It’s January 12th and I’m sitting in my tree stand on my last day to hunt of the Missouri deer season. The weather is unseasonably warm with temperatures in the 60’s and wind gusts up to 15 mph. It has been a rough winter up until this point with a lot of ice, snow and temperatures below zero. I’m hunting over a five acre field planted with brassica and turnips that has been a hot spot on my property since December.
Suddenly I hear the familiar sound of leaves crunching behind me in the woods. I know a deer is coming but I’m still not able to see what it is. A few seconds later I look to my left and a beautiful 9 point steps out, walking under my stand. I know immediately that this is the buck I am after. I draw my bow back and realize he is too close to shoot. Afraid that he may see me let my bow down I hold it at full draw as he continues to walk in front of me and circles around directly downwind. I just know I am going to get busted but thanks to my Deaux Girl scent control products he has no clue I am there.
Instead of going into the turnips like normal he heads straight to my infRACKtion mineral attractant which is 23 yards in front of my stand. He turns broadside. I take the opportunity for this shot and let my arrow fly, passing through both of his lungs. As he runs off both of his antlers fly off of his head, landing several feet apart. (This made it a little tricky for trophy photos, but I did the best I could to hold them on for photos). I have always heard stories of this happening when shooting a buck so late in season but have never witnessed this myself.
I spend a moment thanking God for such an incredible hunt. After I am able to gain some composure I call my husband Jared at home who comes to help me begin tracking. I knew I made a good shot and there was a great blood trail that led us right to my buck, about 80 yards from my stand. Sounds easy enough right? Wrong! Before this story of success lies one of multiple mishaps and failures. To say that my deer season has been tough would be an understatement!
At the beginning of deer season I first caught this 9 point on my PlotWatcher Pro from Day 6 Outdoors coming into this turnip plot. The PlotWatcher allowed me to watch the entire plot from a distance, unlike regular trail cams, to see when and where the deer were coming into it. I knew the first time I saw this buck that he was the one I wanted to go after this season. He was a mature deer and the biggest one on our property. To me, that makes him a shooter!

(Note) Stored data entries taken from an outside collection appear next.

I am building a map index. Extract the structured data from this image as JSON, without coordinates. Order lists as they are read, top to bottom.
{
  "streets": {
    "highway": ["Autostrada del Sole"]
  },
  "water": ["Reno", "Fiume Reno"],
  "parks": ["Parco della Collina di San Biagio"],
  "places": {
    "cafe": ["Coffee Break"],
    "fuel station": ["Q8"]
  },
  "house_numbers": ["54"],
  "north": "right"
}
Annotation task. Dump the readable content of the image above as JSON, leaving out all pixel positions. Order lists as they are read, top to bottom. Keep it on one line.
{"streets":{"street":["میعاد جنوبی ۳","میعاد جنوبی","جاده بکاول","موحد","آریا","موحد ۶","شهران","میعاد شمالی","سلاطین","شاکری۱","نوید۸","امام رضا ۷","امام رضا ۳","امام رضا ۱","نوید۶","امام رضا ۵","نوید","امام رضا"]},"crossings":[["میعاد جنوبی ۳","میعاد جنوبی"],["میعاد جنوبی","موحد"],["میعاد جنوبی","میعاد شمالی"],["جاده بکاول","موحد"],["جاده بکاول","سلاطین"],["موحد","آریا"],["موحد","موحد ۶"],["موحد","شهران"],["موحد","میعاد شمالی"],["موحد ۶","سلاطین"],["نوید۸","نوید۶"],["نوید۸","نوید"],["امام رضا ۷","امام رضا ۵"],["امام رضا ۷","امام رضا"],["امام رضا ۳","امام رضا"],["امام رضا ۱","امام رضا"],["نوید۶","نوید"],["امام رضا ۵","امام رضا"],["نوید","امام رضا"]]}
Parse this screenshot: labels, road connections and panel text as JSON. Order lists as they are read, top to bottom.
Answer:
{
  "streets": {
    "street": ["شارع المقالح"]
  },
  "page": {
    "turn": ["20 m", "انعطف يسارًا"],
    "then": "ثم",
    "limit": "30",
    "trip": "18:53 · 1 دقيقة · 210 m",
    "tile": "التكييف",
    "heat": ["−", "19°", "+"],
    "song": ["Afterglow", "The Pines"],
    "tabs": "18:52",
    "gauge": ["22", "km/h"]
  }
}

I finally had my first encounter with him while bow hunting in November. A cold front was moving through and to increase my odds of shooting him I sat in my stand all day. He finally came out at 25 yards broadside and it was the perfect shot opportunity. It was also a really windy day & I had on a camo scarf to help stay warm. I drew my bow back and the wind blew my scarf right over my face. No matter how I tried I couldn’t get it out of my way so I opted not to shoot, rather than to risk making a bad shot. I was extremely disappointed in myself for letting something like this happen and just knew that I would never get another shot at this deer.
Rifle season started shortly after this hunt and fell at the peak of the rut. A hot doe led this buck to me once again but they were right on the edge of a thick wood line and I couldn’t get a clear shot. I waited and waited, hoping they would make their way in front of my stand, but they didn’t come back. Disappointment hit me once again but I knew with muzzle loader season coming up soon that I may get another chance at him.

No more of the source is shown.